Directions for this task:
The copy you give must match the lines from the top of the data through the line containing "2px #d2cec9) drop-shadow(0" exactly, and it must hold no pictures.

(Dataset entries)

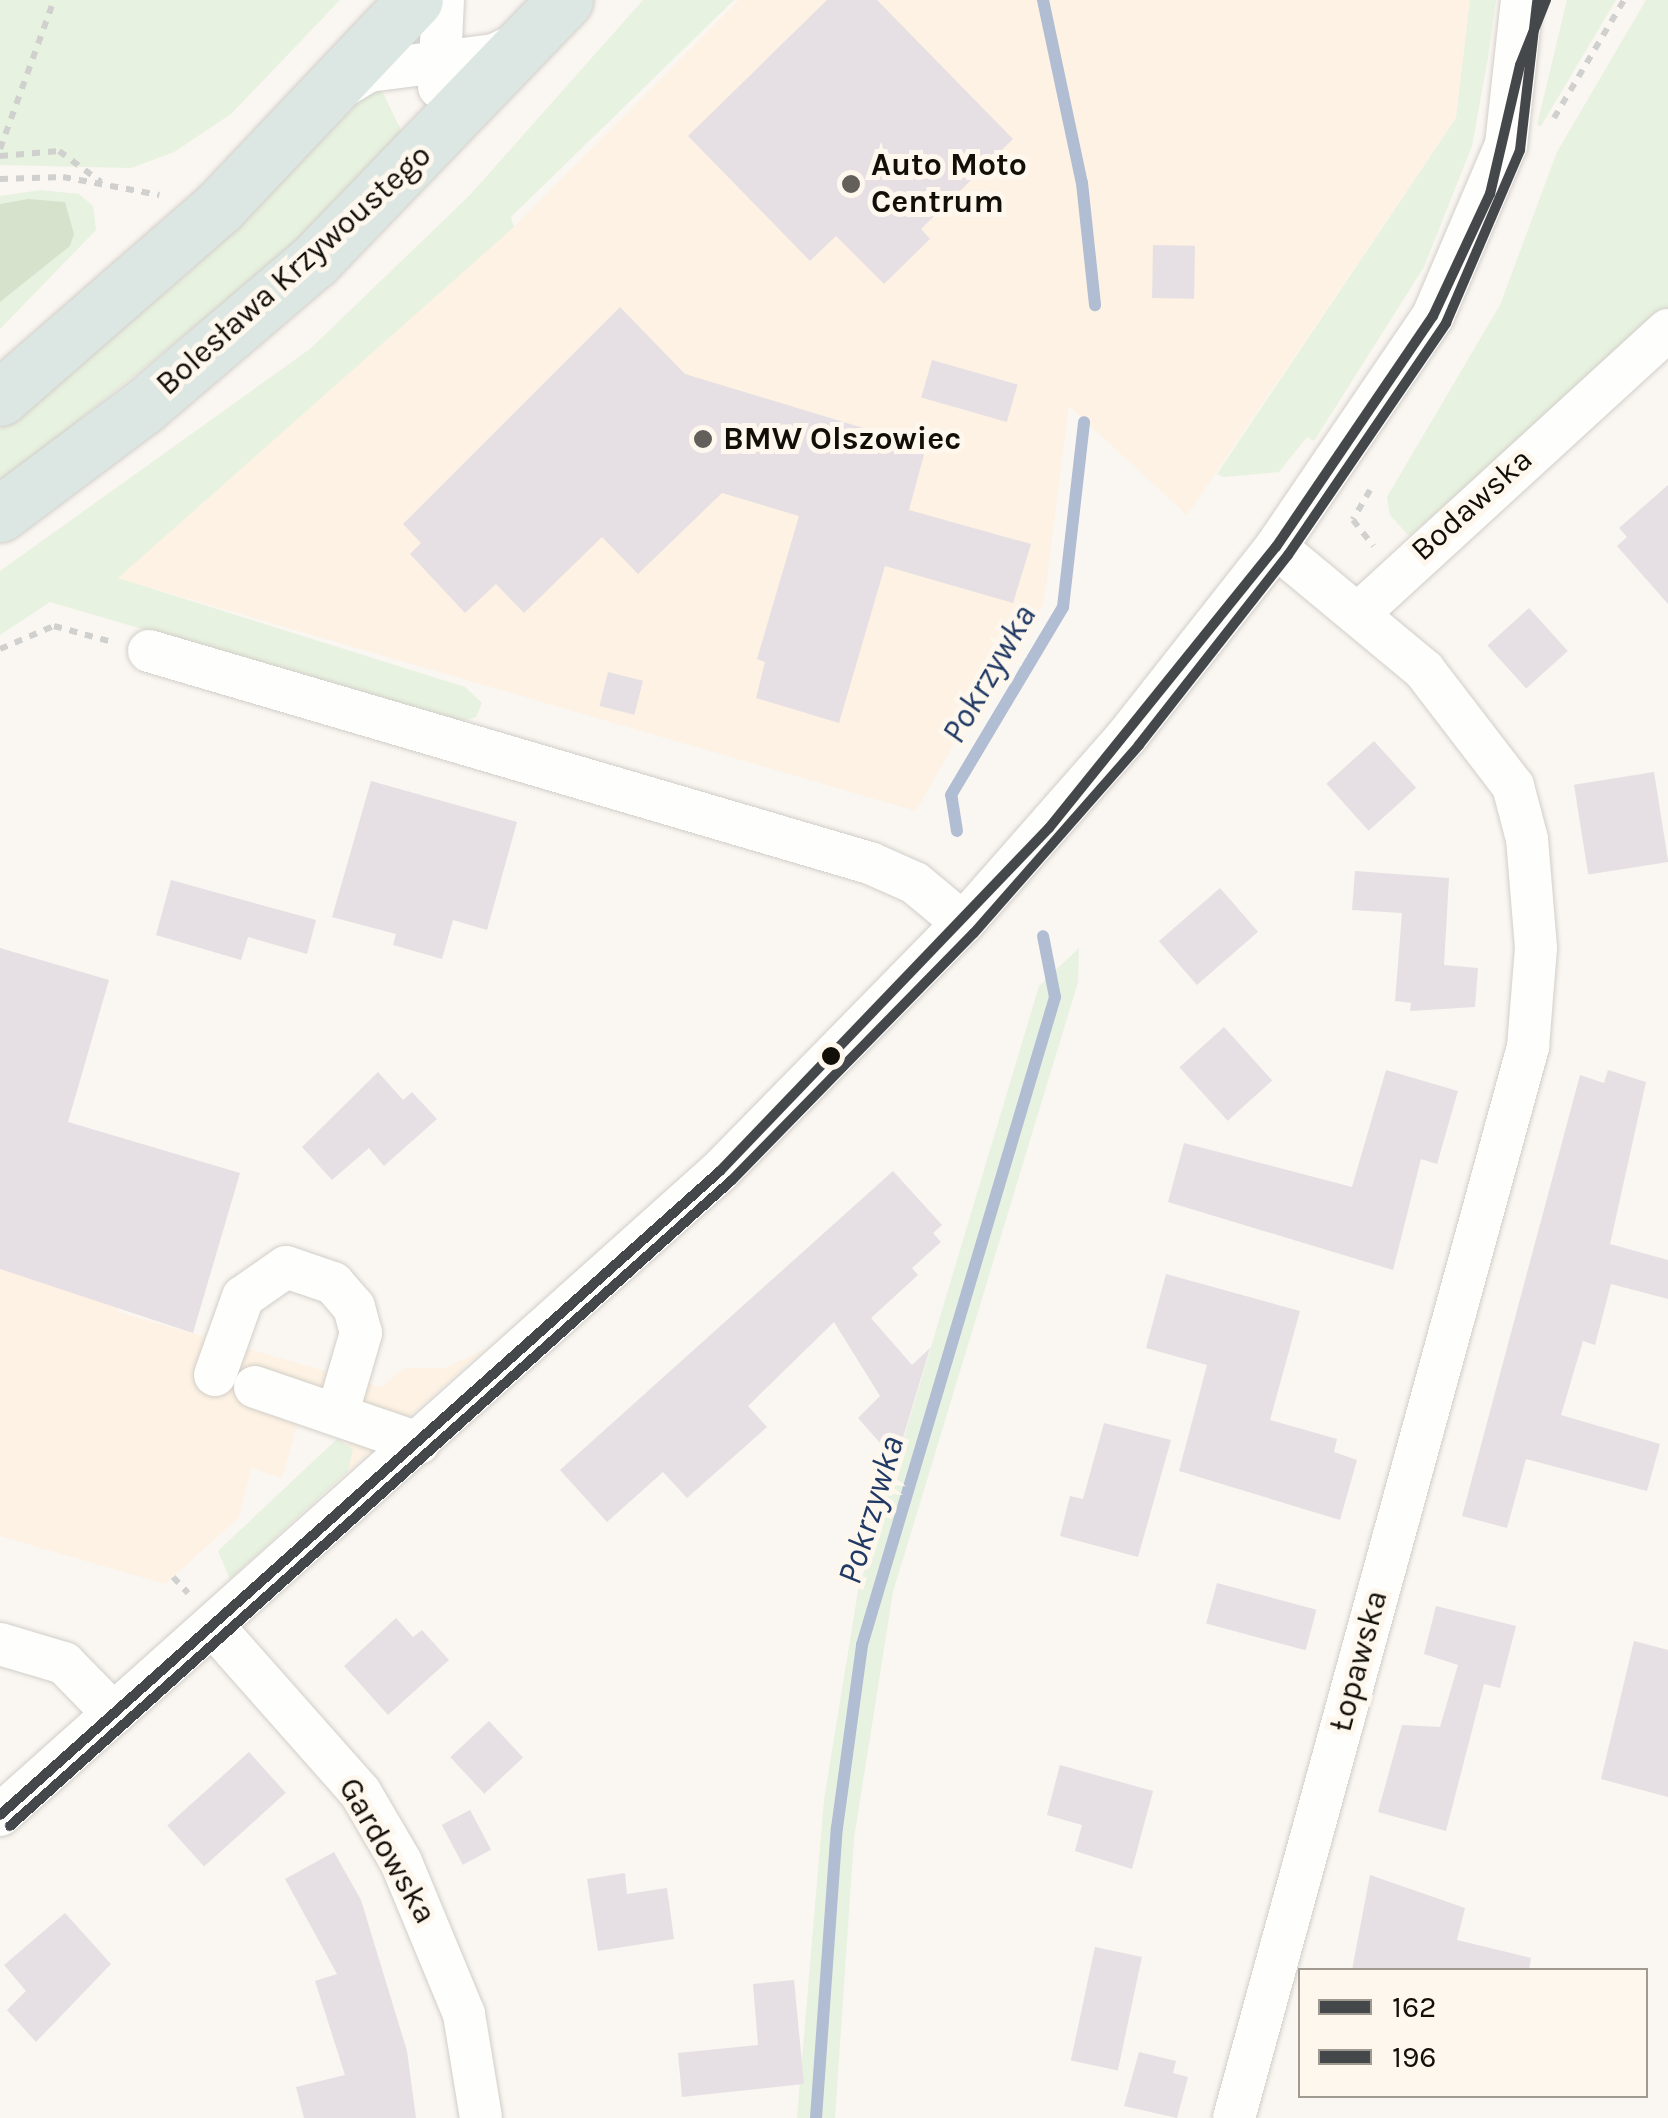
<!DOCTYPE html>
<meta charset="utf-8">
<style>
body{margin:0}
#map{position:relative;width:1668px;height:2118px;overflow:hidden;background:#faf6f1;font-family:Karla,sans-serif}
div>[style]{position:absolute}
.built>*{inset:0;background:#fdf2e3}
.green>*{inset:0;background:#e8f2e0}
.forest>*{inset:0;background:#d7e2cd}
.stream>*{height:12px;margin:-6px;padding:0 6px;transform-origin:6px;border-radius:6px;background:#b0bdd2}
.building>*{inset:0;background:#e6e0e4;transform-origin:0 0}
.path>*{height:6px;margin-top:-3px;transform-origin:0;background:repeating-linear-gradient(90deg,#d0d0ce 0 8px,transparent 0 16px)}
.roads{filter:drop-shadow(0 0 2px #d2cec9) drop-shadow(0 0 2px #d2cec9)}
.minor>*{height:42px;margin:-21px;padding:0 21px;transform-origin:21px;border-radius:21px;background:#fefefd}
.major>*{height:55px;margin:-27.5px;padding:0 27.5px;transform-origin:27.5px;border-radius:27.5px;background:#dce7e3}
.bus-1>*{height:10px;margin:-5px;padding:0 5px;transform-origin:5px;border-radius:5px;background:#45484a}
.bus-2>*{height:10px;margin:-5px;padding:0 5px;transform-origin:5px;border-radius:5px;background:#45484a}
.dots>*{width:28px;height:28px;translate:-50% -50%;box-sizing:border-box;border:5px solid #fef7ed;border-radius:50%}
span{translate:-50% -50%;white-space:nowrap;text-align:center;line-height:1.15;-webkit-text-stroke:10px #fef7ed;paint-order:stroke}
.poi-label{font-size:32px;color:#120e08;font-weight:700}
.left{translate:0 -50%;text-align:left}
.street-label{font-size:32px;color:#120e08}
.water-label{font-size:35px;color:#203965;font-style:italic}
.legend{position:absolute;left:1298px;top:1968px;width:350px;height:130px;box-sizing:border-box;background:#fef7ed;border:2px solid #a09a91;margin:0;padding:12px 18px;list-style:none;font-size:30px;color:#120e08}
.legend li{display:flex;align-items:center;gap:20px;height:50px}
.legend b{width:50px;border:2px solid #a09a91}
</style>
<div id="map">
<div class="built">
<i style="clip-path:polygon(739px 0,1470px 0,1456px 118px,1187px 515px,1069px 406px,1043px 606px,1023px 621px,916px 811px,117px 578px,514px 227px)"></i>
<i style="clip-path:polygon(0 1269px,119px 1305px,118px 1312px,381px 1387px,405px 1368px,445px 1368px,485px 1349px,348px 1471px,348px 1439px,300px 1416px,282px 1478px,251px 1468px,239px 1517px,165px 1584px,0 1536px)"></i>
</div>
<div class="green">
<i style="clip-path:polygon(0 0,340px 0,231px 114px,174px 152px,131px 168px,0 165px)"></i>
<i style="clip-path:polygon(643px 0,734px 0,511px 217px,514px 227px,118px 578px,465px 687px,482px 703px,476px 717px,458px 722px,50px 602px,0 635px,0 571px,310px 349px,470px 195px)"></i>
<i style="clip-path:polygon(1470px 0,1496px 0,1488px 58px,1472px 146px,1424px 267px,1314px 441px,1307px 437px,1279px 472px,1223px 477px,1217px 474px,1456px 118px)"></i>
<i style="clip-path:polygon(1567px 0,1616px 0,1541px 126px,1537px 125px)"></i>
<i style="clip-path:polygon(1646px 0,1668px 0,1668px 313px,1409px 536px,1390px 515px,1387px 497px,1500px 305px,1557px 152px)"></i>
<i style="clip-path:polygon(378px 83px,402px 132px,282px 256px,0 484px,0 429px,186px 275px)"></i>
<i style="clip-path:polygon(41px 190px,79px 194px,93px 206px,96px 230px,0 329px,0 196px)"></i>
<i style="clip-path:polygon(1079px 948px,1078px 982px,893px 1592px,854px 1838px,835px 2118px,797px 2118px,824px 1800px,858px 1591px,1039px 986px)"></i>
<i style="clip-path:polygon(337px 1439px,353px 1449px,348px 1471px,230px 1579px,218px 1551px)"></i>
</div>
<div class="forest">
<i style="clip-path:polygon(28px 199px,65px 202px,74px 234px,70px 246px,0 302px,0 204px)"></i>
</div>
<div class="stream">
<i style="left:1043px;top:0;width:187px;rotate:78deg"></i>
<i style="left:1082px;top:183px;width:123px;rotate:83.9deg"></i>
<i style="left:957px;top:831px;width:36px;rotate:-99deg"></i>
<i style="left:951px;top:795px;width:219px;rotate:-59.2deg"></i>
<i style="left:1063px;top:607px;width:186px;rotate:-83.5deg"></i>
<i style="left:816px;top:2118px;width:291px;rotate:-85.9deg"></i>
<i style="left:837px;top:1828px;width:185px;rotate:-82.2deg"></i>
<i style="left:862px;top:1645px;width:676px;rotate:-73.41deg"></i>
<i style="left:1055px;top:997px;width:62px;rotate:-101.1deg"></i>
</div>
<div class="building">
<i style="clip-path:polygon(827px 0,877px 0,1013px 139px,921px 229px,930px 239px,884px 284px,836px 236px,810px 261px,688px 136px)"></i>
<i style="left:1153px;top:245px;width:42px;height:53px;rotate:1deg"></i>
<i style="clip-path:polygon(620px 307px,685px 374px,926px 447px,909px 510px,1031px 544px,1013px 603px,885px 566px,839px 723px,756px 698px,765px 662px,757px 659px,799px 516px,722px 493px,638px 574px,602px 537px,524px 613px,496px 584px,465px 613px,410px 554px,421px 543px,403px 524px)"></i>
<i style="left:932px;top:360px;width:89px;height:39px;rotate:16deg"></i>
<i style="clip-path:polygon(1668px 485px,1668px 604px,1617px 546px,1627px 537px,1619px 528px)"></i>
<i style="left:1529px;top:608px;width:58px;height:56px;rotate:48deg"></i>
<i style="left:608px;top:672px;width:36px;height:35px;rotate:14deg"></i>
<i style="left:1374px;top:741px;width:63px;height:64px;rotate:48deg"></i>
<i style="left:1654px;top:772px;width:91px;height:81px;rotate:81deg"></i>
<i style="clip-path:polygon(371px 781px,517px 822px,487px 930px,453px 920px,442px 959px,393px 945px,396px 934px,332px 917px)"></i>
<i style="clip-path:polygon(1355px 871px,1449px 878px,1444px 965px,1478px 968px,1475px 1007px,1410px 1011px,1411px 1003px,1395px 1001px,1402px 913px,1352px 910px)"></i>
<i style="clip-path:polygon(171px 880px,316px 920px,307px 954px,248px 937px,241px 960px,156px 935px)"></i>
<i style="left:1220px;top:888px;width:58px;height:81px;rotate:49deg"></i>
<i style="clip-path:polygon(0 948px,109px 980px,68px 1122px,240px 1173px,193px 1333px,0 1269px)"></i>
<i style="left:1224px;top:1027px;width:72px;height:60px;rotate:48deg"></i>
<i style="clip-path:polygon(1386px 1070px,1458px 1091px,1437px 1164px,1421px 1159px,1393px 1270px,1168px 1202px,1184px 1143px,1352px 1187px)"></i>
<i style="clip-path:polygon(1608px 1070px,1646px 1082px,1610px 1244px,1668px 1260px,1668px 1299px,1611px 1284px,1595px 1345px,1583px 1341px,1561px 1415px,1660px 1444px,1647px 1491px,1526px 1459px,1507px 1528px,1462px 1516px,1580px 1075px,1604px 1083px)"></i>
<i style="clip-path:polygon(378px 1072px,403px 1100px,412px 1092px,437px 1119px,384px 1166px,369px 1148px,332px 1180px,302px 1147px)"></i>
<i style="clip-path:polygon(893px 1171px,942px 1225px,933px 1233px,941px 1242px,912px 1268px,918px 1275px,871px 1318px,912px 1365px,930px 1348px,896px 1461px,858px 1418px,880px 1396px,834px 1322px,748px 1406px,767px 1427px,687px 1498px,663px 1472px,607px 1522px,560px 1470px)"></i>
<i style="clip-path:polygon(1166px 1274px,1300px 1311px,1270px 1420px,1337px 1439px,1334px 1452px,1357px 1460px,1340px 1520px,1179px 1471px,1207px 1365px,1146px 1348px)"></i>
<i style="clip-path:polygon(1104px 1423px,1171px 1440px,1138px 1557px,1060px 1536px,1070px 1496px,1083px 1499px)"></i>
<i style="left:1217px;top:1583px;width:103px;height:42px;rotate:15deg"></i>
<i style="clip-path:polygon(1436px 1606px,1516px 1626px,1500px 1688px,1484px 1684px,1446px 1831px,1378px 1812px,1402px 1725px,1440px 1727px,1458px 1665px,1424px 1654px)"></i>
<i style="clip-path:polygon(396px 1618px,413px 1637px,422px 1630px,449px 1660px,388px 1715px,344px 1666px)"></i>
<i style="clip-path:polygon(1634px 1641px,1668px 1650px,1668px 1797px,1601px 1779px)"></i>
<i style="left:489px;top:1721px;width:50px;height:53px;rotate:47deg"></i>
<i style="left:249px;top:1752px;width:55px;height:110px;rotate:48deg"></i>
<i style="clip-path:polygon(1060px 1765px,1153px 1791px,1132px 1869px,1075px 1851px,1082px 1825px,1047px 1815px)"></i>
<i style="left:470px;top:1810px;width:45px;height:32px;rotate:62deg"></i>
<i style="clip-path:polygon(334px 1852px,361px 1900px,407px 2051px,416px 2118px,304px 2118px,296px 2087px,345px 2075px,315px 1981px,337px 1974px,285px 1879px)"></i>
<i style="clip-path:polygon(625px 1873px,627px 1894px,667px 1888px,674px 1939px,598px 1951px,587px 1879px)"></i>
<i style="clip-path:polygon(1370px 1875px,1465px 1908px,1457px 1940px,1531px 1958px,1529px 1970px,1352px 1970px)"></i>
<i style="clip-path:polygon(65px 1913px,111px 1964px,36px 2042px,7px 2010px,26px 1991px,4px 1965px)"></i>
<i style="left:1095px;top:1947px;width:48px;height:116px;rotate:12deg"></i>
<i style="clip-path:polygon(794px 1980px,804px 2084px,682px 2097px,678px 2053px,758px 2045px,753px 1984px)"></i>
<i style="clip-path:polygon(1139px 2052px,1176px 2061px,1173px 2073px,1188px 2077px,1177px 2118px,1124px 2106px)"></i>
</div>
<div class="path">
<i style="left:1554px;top:118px;width:137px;rotate:-59.3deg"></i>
<i style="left:0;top:149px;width:158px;rotate:-70.1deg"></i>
<i style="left:0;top:156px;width:59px;rotate:-4.8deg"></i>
<i style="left:59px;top:151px;width:52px;rotate:36.4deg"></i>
<i style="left:0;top:179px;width:63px;rotate:-1.8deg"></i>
<i style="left:63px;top:177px;width:98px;rotate:10.6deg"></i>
<i style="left:1370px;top:490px;width:34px;rotate:120deg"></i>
<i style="left:1353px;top:520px;width:33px;rotate:52deg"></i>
<i style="left:0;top:649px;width:59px;rotate:-23.1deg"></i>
<i style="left:54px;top:626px;width:57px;rotate:15.3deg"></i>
<i style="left:173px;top:1577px;width:22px;rotate:47deg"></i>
</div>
<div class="roads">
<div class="minor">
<i style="left:439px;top:87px;width:87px;rotate:-87.4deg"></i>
<i style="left:337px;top:90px;width:37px;rotate:-31deg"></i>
<i style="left:369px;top:71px;width:126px;rotate:-7.3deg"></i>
<i style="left:494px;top:55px;width:35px;rotate:-25deg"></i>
<i style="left:1359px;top:613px;width:419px;rotate:-42.5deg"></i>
<i style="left:149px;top:651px;width:752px;rotate:16.39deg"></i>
<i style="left:870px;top:863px;width:49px;rotate:24deg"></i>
<i style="left:915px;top:883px;width:62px;rotate:39.8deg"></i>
<i style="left:215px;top:1375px;width:83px;rotate:-70.3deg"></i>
<i style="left:243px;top:1297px;width:52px;rotate:-34.9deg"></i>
<i style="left:286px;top:1267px;width:50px;rotate:18.8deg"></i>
<i style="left:333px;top:1283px;width:32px;rotate:49deg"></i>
<i style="left:354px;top:1307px;width:27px;rotate:75deg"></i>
<i style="left:361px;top:1333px;width:85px;rotate:106.3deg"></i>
<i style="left:255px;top:1387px;width:173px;rotate:18.9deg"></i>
<i style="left:213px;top:1626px;width:222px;rotate:48.5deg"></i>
<i style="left:360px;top:1792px;width:81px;rotate:59.6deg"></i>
<i style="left:401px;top:1862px;width:165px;rotate:67.5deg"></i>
<i style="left:464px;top:2014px;width:105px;rotate:80.7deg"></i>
<i style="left:0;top:1644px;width:67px;rotate:16.5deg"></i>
<i style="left:64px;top:1663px;width:71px;rotate:45.6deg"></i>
<i style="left:0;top:1815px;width:966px;rotate:-41.81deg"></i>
<i style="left:720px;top:1171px;width:347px;rotate:-45.6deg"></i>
<i style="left:963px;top:923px;width:250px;rotate:-48.7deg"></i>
<i style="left:1128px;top:735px;width:239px;rotate:-51.8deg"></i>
<i style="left:1276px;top:547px;width:279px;rotate:-55.8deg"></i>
<i style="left:1433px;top:316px;width:186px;rotate:-66.9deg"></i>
<i style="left:1506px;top:145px;width:146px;rotate:-83.7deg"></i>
<i style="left:1234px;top:2118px;width:1111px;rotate:-74.65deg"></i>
<i style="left:1528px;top:1047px;width:99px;rotate:-85.4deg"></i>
<i style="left:1536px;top:948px;width:109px;rotate:-94.7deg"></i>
<i style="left:1527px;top:839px;width:55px;rotate:-104.8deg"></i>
<i style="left:1513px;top:786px;width:146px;rotate:-127.5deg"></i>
<i style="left:1424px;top:670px;width:192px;rotate:-140.3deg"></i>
</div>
<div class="major">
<i style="left:0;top:398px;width:291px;rotate:-41.1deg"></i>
<i style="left:219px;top:207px;width:285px;rotate:-46.6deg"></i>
<i style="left:0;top:514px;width:180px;rotate:-36.9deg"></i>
<i style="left:144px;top:406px;width:223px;rotate:-40.5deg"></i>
<i style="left:314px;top:261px;width:362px;rotate:-46.1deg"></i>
</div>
</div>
<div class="bus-1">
<i style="left:0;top:1815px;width:966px;rotate:-41.81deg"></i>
<i style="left:720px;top:1171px;width:475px;rotate:-46.2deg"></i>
<i style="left:1049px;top:828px;width:361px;rotate:-51.1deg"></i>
<i style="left:1276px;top:547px;width:279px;rotate:-55.8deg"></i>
<i style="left:1433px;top:316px;width:135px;rotate:-65deg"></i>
<i style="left:1490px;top:194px;width:132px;rotate:-76.9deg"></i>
<i style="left:1520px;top:65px;width:70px;rotate:-68.2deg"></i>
</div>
<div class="bus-2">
<i style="left:10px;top:1826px;width:967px;rotate:-41.82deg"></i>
<i style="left:731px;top:1181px;width:347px;rotate:-45.6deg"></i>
<i style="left:974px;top:933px;width:250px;rotate:-48.7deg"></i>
<i style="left:1139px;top:745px;width:241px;rotate:-51.9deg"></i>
<i style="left:1288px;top:555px;width:281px;rotate:-55.7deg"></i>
<i style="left:1446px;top:323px;width:188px;rotate:-66.8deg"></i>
<i style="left:1520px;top:150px;width:149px;rotate:-83.4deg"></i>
</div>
<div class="dots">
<i style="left:851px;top:184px;background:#635f5a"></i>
<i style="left:703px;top:439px;background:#635f5a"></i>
<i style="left:831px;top:1056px;background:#120e08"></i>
</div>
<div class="poi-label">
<span class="left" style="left:871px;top:184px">Auto Moto<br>Centrum</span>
<span class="left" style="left:723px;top:439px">BMW Olszowiec</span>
</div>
<div class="street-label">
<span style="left:294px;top:270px;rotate:-42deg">Bolesława Krzywoustego</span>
<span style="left:1472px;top:505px;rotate:-42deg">Bodawska</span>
<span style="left:1359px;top:1661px;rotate:-75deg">Łopawska</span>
<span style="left:387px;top:1851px;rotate:60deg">Gardowska</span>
</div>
<div class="water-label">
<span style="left:989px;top:674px;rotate:-60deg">Pokrzywka</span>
<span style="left:871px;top:1510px;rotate:-73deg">Pokrzywka</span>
</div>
<ul class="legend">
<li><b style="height:12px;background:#45484a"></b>162</li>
<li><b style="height:12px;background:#45484a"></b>196</li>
</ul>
</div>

Solution for this problem:
<!DOCTYPE html>
<meta charset="utf-8">
<style>
body{margin:0}
#map{position:relative;width:1668px;height:2118px;overflow:hidden;background:#faf6f1;font-family:Karla,sans-serif}
div>[style]{position:absolute}
.built>*{inset:0;background:#fdf2e3}
.green>*{inset:0;background:#e8f2e0}
.forest>*{inset:0;background:#d7e2cd}
.stream>*{height:12px;margin:-6px;padding:0 6px;transform-origin:6px;border-radius:6px;background:#b0bdd2}
.building>*{inset:0;background:#e6e0e4;transform-origin:0 0}
.path>*{height:6px;margin-top:-3px;transform-origin:0;background:repeating-linear-gradient(90deg,#d0d0ce 0 8px,transparent 0 16px)}
.roads{filter:drop-shadow(0 0 2px #d2cec9) drop-shadow(0 0 2px #d2cec9)}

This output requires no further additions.